Title: Re: MPI error: killed by signal 9
Post by: wring on January 7, 2009, 13:24
I use mpich-1.2.5. The commad is mpirun -np 3.
 Thanks for your replies!
Title: Re: MPI error: killed by signal 9
Post by: Anders Blom on January 8, 2009, 10:25
I split this topic. The original question was on a specific MPI issue, and follow-up posts should only address that point. Let's try not to mix different discussions in the same thread :)

MPICH1 (like 1.2.5) works fine - if you are running a ATK version pre-dating 2008.02. As far as I know, it does not work with the latest releases (2008.02 and later, which use MPICH2), and even if it does it's "by accident" and not recommended (i.e. it might not be stable, and error might be hard to detect).
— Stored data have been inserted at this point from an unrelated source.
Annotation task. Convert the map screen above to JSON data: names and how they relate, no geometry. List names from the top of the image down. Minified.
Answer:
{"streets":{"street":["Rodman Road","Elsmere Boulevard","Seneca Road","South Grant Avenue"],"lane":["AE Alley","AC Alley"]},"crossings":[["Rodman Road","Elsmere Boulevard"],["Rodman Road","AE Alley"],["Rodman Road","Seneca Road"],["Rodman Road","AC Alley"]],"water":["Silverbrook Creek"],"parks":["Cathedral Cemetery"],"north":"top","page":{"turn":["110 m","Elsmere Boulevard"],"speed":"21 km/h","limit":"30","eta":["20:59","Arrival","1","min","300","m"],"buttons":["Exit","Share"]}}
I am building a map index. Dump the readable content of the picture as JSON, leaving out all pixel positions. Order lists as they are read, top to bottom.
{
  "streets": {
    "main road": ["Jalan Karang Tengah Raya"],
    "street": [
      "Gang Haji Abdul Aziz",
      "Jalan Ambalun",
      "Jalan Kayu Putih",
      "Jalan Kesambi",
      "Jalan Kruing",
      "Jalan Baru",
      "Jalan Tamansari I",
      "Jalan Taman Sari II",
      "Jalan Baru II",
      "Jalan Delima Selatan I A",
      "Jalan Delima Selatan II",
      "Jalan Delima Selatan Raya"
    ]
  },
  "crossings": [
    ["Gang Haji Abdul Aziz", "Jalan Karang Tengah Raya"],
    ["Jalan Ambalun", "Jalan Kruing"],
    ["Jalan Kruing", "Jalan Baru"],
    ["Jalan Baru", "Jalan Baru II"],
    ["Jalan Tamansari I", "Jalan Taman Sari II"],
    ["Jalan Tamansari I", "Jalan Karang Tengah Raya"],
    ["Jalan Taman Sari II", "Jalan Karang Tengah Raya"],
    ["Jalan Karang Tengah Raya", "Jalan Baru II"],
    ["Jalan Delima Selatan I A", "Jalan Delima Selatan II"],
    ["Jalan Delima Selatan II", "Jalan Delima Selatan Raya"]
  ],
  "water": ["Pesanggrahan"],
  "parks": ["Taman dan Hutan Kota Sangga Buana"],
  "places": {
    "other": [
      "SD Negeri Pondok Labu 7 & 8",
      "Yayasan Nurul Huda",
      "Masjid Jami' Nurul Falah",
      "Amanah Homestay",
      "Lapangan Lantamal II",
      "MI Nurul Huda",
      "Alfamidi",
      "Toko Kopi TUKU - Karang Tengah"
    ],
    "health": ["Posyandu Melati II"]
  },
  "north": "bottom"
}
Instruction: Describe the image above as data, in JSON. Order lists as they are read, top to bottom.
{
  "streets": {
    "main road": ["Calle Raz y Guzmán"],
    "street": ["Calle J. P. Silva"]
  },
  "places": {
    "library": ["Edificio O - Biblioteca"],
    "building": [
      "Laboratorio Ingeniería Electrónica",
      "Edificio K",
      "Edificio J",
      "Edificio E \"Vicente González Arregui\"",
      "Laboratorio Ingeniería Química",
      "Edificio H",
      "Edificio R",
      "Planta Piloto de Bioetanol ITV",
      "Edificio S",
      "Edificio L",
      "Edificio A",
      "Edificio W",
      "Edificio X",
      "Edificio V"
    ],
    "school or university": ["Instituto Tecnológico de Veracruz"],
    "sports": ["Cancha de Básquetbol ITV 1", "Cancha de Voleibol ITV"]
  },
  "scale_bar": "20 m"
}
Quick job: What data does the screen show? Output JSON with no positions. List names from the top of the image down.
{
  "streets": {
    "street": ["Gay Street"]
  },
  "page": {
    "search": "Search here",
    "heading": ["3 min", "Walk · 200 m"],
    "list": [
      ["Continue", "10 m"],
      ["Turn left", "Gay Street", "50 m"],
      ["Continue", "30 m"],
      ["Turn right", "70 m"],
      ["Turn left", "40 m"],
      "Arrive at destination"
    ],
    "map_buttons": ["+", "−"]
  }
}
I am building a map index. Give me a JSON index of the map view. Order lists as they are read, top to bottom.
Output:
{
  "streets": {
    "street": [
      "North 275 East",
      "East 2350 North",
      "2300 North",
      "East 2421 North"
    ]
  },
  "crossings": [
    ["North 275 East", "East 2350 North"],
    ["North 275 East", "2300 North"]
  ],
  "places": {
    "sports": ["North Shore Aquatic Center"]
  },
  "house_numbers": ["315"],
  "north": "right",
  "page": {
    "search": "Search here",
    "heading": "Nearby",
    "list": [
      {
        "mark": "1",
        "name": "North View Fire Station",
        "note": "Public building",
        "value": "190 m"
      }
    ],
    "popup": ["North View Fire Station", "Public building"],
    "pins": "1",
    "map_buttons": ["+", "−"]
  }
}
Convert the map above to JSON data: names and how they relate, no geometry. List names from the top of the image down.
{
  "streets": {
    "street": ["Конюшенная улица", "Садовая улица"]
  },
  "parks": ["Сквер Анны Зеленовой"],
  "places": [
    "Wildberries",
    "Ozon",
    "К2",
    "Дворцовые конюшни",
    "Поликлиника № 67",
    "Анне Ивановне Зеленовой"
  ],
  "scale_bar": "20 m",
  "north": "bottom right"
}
In MPICH2, the corresponding command is

Code
mpiexec -n 3
Title: Re: MPI error: killed by signal 9
Post by: duygu on February 18, 2009, 08:25
I started to get the same error.  At first i thought it s a kind of parallelization problem and tried different k-points while changing number of nodes to run the calculation.
Several tries consisting of (1,1,1) k-points on 4-nodes, (1,1,3) k-points on 2-nodes, (1,1,3) k-points on 4-nodes gives the following error,
rank 2 in job 46  DualQuad_19430   caused collective abort of all ranks
  exit status of rank 2: killed by signal 9

But somehow i had managed to run the calculations with (1,1,5)  k-points on 3 nodes and they converged without error until yesterday. Yesterday when i started another calculation with  (1,1,5)  k-points on 3 nodes and this morning got the same error. Do you know why?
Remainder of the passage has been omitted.